Advertising

Talking Thomas Davis, on and off the field

Thomas Davis lines up for the snap

CHARLOTTE – Since joining the Panthers.com staff in the summer of 2010, rarely did I need to seek out Thomas Davis for an interview. He was always among the most accessible players on the team.

The announcement Wednesday that his remarkable 14-season run with the Panthers has come to a close sent me to reminiscing, leading me to recall only three occasions when I interviewed Davis one-on-one.

Each one encapsulates a different part of who Davis was as a Panther – on the field, off the field and during his extensive efforts to make his way back on the field.

The first one took place during my first month on the job, early in training camp in 2010. Davis was working as hard as his body would allow, less than two months removed from tearing the anterior cruciate ligament in his right knee for the second time in less than a year. Having endured months of rehab and on the verge of declaring himself ready for the 2010 season after his first ACL injury had sidelined him midway through the 2009 season, Davis again blew out his right knee on a non-contact play during an offseason practice.

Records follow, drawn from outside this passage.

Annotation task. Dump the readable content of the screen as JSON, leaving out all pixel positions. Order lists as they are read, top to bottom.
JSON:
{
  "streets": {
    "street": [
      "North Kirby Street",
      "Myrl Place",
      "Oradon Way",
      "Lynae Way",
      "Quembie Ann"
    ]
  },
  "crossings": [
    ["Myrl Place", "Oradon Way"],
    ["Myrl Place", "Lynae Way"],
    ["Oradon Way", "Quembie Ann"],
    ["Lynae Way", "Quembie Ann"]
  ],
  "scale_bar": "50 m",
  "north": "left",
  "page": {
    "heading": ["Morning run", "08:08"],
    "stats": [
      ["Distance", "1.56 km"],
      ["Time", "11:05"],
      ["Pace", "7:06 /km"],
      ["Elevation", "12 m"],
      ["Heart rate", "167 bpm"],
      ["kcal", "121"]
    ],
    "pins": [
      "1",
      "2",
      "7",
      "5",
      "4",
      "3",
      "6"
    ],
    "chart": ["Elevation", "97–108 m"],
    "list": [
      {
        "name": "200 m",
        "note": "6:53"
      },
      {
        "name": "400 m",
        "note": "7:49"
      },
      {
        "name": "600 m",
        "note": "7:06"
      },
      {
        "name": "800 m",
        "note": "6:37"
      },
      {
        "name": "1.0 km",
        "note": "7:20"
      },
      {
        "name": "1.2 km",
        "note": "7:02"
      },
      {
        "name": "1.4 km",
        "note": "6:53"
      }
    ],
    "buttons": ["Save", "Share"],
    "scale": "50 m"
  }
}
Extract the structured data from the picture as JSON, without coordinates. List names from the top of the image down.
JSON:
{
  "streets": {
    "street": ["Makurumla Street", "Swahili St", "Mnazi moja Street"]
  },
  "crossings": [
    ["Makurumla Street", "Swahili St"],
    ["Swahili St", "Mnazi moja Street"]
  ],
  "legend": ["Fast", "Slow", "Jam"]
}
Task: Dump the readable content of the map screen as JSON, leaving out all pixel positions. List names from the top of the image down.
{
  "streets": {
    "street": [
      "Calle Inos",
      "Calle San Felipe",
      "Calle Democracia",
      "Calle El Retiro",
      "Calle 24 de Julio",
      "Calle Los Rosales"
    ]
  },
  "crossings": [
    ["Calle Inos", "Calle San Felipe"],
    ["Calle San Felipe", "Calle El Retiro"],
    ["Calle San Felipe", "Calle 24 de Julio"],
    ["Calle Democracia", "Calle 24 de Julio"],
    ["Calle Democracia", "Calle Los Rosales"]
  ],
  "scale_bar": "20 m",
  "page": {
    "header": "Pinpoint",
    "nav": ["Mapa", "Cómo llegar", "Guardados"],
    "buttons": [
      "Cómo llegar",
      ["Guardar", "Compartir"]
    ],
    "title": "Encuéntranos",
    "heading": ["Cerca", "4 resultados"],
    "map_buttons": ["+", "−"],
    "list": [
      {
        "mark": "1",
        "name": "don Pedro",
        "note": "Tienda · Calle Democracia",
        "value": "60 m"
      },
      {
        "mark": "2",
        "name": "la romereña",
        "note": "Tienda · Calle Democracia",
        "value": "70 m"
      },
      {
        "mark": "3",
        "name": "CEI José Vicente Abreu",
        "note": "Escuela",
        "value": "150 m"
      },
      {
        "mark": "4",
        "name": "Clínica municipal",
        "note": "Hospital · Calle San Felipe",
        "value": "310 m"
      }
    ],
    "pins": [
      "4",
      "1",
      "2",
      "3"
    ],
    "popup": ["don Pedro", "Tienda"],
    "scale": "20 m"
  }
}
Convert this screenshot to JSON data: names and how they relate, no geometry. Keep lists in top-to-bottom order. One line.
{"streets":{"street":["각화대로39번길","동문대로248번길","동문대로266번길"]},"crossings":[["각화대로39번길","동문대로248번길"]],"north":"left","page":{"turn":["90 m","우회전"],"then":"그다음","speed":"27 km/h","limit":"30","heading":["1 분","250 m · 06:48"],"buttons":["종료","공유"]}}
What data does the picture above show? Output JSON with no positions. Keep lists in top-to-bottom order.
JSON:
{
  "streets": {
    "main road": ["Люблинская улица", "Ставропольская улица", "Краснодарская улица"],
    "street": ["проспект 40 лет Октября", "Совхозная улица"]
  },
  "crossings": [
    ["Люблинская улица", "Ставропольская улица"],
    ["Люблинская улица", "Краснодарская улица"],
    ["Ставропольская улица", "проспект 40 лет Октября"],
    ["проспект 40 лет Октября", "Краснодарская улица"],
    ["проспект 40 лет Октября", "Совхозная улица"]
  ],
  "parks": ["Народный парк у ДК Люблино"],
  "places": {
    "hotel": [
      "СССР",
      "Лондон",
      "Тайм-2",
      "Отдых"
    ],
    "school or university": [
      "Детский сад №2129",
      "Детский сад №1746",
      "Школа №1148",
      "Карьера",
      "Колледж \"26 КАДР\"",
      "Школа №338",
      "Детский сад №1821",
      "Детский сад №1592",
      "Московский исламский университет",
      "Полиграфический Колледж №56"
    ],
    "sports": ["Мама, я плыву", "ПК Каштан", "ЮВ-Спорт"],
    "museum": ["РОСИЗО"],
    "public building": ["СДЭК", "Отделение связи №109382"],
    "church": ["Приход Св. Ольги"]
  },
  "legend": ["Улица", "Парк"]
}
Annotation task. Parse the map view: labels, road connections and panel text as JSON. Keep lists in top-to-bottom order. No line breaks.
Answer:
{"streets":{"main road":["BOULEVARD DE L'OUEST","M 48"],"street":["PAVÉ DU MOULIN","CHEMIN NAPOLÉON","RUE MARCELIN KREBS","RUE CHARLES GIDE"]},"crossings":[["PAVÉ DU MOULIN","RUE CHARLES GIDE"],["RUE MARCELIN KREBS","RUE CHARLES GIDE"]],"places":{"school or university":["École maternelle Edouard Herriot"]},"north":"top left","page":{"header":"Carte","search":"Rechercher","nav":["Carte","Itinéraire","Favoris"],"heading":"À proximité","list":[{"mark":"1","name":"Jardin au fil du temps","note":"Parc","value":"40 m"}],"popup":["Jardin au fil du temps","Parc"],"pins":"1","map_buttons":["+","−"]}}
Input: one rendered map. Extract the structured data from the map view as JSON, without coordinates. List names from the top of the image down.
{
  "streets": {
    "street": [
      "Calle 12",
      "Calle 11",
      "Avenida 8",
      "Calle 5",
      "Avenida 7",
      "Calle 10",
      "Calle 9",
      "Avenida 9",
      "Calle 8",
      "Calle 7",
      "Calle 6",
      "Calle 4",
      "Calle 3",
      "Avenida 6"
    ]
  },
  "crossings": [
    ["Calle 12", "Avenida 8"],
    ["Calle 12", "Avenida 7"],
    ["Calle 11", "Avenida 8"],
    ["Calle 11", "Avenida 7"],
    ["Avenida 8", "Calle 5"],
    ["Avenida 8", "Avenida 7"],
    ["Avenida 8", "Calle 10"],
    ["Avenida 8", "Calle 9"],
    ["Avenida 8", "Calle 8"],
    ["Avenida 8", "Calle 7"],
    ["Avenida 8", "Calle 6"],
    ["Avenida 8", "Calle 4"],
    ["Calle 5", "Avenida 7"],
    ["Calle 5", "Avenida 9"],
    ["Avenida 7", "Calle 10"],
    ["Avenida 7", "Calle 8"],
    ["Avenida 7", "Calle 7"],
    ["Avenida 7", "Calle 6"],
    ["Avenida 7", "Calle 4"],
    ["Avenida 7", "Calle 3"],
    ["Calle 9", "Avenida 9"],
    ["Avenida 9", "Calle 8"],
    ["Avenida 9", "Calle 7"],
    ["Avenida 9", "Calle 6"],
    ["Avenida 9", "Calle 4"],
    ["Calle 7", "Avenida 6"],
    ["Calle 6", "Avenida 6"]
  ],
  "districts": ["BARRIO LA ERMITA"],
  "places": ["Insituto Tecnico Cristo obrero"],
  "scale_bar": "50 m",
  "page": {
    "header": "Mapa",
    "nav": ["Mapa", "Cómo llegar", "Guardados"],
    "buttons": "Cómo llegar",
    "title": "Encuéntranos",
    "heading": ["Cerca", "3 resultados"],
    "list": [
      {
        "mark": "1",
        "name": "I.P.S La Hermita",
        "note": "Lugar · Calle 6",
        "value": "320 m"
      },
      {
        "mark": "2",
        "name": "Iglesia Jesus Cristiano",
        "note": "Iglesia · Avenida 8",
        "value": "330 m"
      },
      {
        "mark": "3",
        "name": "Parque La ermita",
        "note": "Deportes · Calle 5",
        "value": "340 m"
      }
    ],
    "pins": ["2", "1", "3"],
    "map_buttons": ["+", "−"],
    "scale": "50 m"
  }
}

"I have a very positive attitude toward the whole situation, just hoping that at some point during the season I could possibly try to make it back," Davis said on that early August day, hoping he could return six months after the injury and play in a couple of games in 2010. “I’m in great spirits.”

Davis was hitting the road at 6:30 a.m. during that training camp and embarking on a five-mile bike ride that began and ended on the Wofford campus. Despite his efforts, it turned out that his return would have to wait until 2011 - a year that truly tested his spirits.

Davis returned to start the opener that year, the first career game for quarterback Cam Newton and head coach Ron Rivera, but in Newton’s first home game in Week 2, Davis shredded the same knee yet again. This time he told head athletic trainer Ryan Vermillion that he was done, that he couldn’t see enduring rehab for a third time in less than two calendar years.

But the next time I recall interviewing Davis one-on-one, he had accomplished the seemingly impossible and made everyone (almost) forget that his knee was ever an obstacle.

“Sometimes I just sit back in awe,” his wife, Kelly, said on that night. “How can he be so strong? How can he do all the things that he does?”

Thomas Davis accepts Man of the Year award

The Davises were hosting two dozen middle school students participating in the Thomas Davis Leadership Academy. Davis spent many of his Mondays during the season working with the group; the next Monday, he wasn’t there. He was still basking in the glow of being named NFL Walter Payton Man of the Year two days earlier.

“We have a voice, and it’s up to us how we use that voice,” Davis said during my interview with him at the Leadership Academy meeting. He said much the same thing when accepting one of the league’s most prestigious awards.

At that point, Davis had played three consecutive seasons injury-free and had topped 100 tackles in each of them. A year later, he earned his first of three consecutive Pro Bowl spots and helped the Panthers earn a spot in Super Bowl 50.

The last time I recall interviewing Davis one-on-one, his streak of 100-tackle seasons had reached five. In a hurried interview in the Bank of America Stadium offices, a dressed-to-the-nines Davis about to board a plane bound for Carolina’s first road preseason game of 2017 discussed the contract extension he had literally just signed.

Thomas Davis travels with team

“Knowing and understanding where I’ve come from since 2011, when I tore up my knee for the third time and thinking that my career that was going to be over – not knowing that there would be an opportunity for me to continue to play this game – to be sitting here at this moment is a blessing,” Davis said. “It’s all about giving max effort because you never know when that last play is going to be.”

At that time, Davis thought his last play would be when his new contract expired at the end of the 2018 season. That’s no longer his vision, but despite his hopes for continuing to play in a Carolina uniform, the Panthers decided the time had come from their perspective.

“Everybody knows how I feel about being a Carolina Panther,” Davis said after signing that extension.

And Davis knows how the Carolina Panthers feel about him, how they feel about one of the greatest to wear the uniform for a multitude of reasons.